» Requirement
Output each line exactly as written, from the first line of the records to the line bearing "background:#f2f2f2; color:#222; height:100vh;", inclusive, while leaving every picture out.

Saved entries:
%%

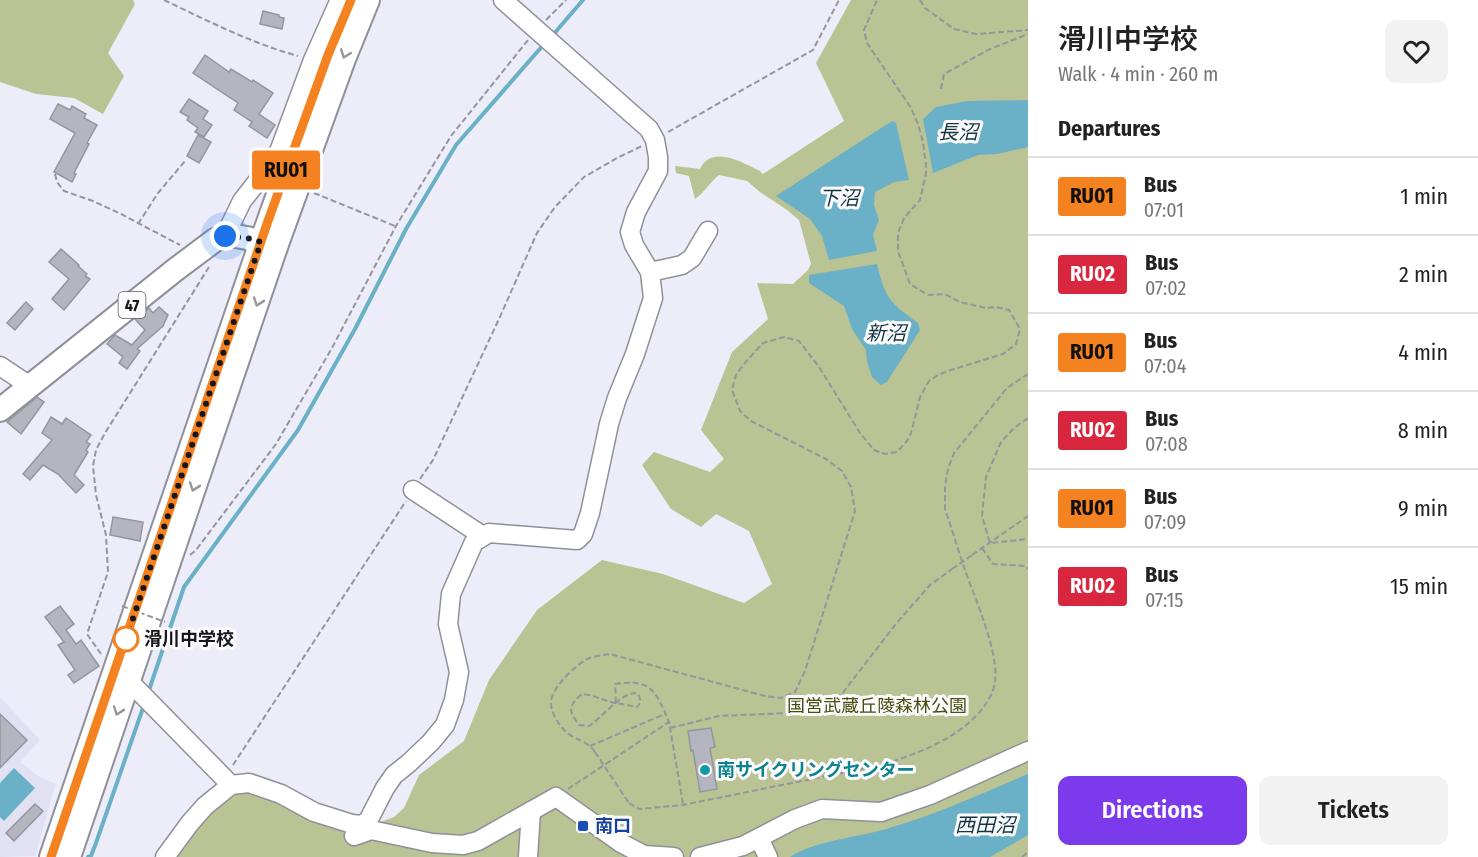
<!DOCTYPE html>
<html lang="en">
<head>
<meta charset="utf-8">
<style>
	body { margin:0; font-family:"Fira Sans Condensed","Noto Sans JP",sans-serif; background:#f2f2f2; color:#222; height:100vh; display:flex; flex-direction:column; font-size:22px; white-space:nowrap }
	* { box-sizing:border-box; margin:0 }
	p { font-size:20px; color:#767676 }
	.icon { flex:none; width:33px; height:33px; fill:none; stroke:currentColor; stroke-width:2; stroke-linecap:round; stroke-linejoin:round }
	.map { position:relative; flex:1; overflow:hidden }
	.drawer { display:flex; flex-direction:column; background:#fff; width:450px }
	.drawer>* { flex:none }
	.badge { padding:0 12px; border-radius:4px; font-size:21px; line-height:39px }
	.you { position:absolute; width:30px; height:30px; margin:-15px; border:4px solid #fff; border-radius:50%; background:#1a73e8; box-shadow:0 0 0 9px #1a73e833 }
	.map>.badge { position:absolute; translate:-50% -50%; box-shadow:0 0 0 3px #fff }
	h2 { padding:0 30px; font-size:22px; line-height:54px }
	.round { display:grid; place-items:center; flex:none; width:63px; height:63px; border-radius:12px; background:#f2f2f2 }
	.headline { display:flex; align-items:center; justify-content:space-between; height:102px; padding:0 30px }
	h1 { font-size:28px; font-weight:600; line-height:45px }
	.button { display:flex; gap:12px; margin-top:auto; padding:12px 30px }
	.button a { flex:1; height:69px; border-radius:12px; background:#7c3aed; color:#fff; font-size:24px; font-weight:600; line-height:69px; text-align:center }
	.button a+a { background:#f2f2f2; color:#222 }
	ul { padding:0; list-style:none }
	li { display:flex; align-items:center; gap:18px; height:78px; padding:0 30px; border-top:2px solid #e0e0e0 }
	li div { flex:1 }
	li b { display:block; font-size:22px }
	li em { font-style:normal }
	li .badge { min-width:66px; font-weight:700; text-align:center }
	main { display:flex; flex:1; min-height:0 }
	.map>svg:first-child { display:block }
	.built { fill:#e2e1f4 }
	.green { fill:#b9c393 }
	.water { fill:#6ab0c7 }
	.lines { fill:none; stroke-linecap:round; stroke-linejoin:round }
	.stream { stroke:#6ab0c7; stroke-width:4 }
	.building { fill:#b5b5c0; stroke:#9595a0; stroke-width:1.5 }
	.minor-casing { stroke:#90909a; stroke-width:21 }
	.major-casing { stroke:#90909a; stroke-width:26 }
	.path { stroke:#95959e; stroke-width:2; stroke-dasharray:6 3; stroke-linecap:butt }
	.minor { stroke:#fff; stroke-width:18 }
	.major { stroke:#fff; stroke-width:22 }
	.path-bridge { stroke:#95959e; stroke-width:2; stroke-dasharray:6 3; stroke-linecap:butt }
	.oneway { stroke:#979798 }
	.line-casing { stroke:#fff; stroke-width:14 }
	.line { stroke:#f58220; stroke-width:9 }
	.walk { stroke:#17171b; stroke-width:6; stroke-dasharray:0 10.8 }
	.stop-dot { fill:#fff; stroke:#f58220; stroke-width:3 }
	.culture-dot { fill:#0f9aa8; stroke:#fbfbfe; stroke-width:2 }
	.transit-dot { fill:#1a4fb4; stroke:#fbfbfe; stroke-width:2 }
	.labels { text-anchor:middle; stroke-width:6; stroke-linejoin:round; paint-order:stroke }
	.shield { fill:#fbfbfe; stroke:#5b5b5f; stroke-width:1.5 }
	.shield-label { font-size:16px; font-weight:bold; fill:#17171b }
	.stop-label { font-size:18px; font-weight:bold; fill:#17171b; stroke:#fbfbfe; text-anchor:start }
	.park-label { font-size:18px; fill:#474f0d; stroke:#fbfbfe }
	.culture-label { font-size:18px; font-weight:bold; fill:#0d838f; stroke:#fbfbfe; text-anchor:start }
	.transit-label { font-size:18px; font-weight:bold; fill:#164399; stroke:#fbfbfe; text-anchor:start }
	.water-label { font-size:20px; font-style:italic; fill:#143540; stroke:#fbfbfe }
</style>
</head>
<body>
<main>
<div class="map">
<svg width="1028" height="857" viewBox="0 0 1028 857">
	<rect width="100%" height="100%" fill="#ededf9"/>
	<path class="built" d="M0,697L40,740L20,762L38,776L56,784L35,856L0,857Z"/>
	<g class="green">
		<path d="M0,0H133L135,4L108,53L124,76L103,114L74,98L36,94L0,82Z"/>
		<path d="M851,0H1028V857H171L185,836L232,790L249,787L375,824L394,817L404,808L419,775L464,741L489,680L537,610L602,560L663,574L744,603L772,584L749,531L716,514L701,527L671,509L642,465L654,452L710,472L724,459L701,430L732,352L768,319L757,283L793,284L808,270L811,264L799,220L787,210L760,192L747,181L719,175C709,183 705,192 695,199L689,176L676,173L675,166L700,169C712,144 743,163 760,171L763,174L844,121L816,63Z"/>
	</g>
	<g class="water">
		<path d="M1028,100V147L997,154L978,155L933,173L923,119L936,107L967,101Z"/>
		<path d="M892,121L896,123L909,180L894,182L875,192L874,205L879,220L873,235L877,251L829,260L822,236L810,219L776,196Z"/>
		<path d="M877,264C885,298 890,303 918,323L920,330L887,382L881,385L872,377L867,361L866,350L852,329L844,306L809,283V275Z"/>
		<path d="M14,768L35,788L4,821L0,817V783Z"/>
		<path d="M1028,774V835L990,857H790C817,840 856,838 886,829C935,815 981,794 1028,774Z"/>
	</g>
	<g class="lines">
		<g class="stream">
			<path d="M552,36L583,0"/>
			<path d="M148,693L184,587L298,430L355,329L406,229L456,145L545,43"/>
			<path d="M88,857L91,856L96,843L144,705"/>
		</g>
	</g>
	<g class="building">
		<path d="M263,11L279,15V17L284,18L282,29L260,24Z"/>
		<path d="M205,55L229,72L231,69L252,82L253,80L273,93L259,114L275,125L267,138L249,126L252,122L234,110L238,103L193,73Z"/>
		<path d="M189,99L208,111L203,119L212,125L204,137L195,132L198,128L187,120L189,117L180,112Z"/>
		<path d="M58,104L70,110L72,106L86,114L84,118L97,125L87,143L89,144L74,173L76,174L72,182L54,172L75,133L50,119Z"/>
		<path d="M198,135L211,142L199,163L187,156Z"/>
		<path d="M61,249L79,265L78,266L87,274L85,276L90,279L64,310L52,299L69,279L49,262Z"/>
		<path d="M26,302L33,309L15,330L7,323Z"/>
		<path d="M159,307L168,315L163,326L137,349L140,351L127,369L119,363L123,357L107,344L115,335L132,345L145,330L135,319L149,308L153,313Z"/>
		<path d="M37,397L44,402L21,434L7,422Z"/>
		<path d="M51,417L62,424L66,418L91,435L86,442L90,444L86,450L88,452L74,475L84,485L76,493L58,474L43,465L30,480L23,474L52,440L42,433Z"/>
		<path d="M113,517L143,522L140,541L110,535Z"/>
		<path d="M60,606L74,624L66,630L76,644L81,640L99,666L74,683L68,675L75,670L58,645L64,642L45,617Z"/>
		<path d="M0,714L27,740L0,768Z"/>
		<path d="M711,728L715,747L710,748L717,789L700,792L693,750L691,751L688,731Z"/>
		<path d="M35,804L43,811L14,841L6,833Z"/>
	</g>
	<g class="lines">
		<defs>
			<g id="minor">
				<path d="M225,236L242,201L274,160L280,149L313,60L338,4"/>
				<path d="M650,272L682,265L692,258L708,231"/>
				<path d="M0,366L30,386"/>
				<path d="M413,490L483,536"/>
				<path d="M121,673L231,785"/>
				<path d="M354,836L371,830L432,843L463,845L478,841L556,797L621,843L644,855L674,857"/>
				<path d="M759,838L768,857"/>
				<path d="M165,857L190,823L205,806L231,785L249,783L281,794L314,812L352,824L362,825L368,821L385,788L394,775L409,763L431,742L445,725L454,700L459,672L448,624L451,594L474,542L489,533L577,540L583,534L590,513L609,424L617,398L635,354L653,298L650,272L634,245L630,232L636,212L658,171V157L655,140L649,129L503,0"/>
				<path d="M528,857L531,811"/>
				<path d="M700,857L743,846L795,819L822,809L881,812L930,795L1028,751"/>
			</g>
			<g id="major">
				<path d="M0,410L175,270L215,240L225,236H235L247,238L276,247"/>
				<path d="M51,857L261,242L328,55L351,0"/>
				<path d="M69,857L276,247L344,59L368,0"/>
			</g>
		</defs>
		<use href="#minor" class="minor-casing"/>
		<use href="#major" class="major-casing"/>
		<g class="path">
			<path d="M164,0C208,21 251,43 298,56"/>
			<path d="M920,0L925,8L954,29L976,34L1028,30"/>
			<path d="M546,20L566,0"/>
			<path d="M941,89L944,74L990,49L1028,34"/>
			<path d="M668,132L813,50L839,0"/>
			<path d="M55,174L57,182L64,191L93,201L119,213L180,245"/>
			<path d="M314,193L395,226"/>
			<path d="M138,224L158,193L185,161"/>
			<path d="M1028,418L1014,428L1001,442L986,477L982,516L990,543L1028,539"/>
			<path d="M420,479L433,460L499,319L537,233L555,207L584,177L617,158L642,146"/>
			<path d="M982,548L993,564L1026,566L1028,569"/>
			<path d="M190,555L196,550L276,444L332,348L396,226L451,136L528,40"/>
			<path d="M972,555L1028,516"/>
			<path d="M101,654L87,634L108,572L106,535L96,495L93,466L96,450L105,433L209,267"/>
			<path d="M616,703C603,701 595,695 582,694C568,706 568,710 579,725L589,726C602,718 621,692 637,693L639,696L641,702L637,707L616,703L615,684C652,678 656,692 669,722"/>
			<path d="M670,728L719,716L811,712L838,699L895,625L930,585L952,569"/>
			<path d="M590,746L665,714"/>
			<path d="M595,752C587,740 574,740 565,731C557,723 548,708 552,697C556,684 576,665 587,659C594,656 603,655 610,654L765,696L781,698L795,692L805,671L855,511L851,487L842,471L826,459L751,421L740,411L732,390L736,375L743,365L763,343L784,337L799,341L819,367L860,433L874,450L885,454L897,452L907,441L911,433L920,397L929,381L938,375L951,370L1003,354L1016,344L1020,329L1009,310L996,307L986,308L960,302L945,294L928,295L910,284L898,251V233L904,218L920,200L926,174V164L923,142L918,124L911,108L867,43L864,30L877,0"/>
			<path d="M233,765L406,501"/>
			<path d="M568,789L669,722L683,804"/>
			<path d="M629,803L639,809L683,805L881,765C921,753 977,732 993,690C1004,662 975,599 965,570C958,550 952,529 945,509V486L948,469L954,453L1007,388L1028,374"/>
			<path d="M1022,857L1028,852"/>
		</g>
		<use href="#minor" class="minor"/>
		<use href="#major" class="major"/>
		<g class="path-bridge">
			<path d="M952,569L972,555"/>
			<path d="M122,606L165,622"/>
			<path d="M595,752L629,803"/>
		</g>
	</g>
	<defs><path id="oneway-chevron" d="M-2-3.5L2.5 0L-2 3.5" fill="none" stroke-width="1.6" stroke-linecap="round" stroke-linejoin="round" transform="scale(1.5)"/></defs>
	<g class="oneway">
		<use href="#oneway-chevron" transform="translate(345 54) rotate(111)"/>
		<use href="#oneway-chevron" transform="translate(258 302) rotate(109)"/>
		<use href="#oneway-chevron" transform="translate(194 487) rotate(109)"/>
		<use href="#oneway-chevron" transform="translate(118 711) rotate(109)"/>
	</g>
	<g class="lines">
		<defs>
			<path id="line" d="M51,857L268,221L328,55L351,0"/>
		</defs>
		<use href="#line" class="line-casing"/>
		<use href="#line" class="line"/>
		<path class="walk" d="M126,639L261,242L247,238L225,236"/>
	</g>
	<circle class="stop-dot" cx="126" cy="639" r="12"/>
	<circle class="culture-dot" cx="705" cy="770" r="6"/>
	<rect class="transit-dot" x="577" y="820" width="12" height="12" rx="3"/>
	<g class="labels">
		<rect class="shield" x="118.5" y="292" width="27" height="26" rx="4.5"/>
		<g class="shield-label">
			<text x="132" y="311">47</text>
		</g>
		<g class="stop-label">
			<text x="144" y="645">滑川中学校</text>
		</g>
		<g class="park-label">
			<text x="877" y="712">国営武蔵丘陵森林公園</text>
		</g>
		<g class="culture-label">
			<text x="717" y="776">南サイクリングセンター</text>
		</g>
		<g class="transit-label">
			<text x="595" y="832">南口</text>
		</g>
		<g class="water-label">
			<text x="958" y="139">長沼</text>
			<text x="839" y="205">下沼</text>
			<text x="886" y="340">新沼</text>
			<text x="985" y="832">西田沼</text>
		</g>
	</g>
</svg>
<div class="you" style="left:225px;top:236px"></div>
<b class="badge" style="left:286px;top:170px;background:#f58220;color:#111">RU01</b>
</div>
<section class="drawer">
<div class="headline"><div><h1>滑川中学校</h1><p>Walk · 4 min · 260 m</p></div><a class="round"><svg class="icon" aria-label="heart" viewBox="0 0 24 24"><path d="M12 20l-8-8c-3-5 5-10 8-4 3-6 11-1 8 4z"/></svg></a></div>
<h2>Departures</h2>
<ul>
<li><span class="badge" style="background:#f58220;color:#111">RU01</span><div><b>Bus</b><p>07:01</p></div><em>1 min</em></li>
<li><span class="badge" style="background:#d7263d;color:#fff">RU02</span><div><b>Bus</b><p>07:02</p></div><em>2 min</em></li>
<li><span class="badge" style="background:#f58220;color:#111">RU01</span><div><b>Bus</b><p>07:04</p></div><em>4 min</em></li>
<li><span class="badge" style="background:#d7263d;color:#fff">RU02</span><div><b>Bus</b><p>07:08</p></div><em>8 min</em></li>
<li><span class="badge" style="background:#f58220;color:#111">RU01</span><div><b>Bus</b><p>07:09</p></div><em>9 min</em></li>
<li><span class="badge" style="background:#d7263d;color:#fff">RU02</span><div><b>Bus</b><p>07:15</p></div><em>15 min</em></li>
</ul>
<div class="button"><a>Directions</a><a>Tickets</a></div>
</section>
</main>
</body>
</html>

%%

» Task response
<!DOCTYPE html>
<html lang="en">
<head>
<meta charset="utf-8">
<style>
	body { margin:0; font-family:"Fira Sans Condensed","Noto Sans JP",sans-serif; background:#f2f2f2; color:#222; height:100vh; display:flex; flex-direction:column; font-size:22px; white-space:nowrap }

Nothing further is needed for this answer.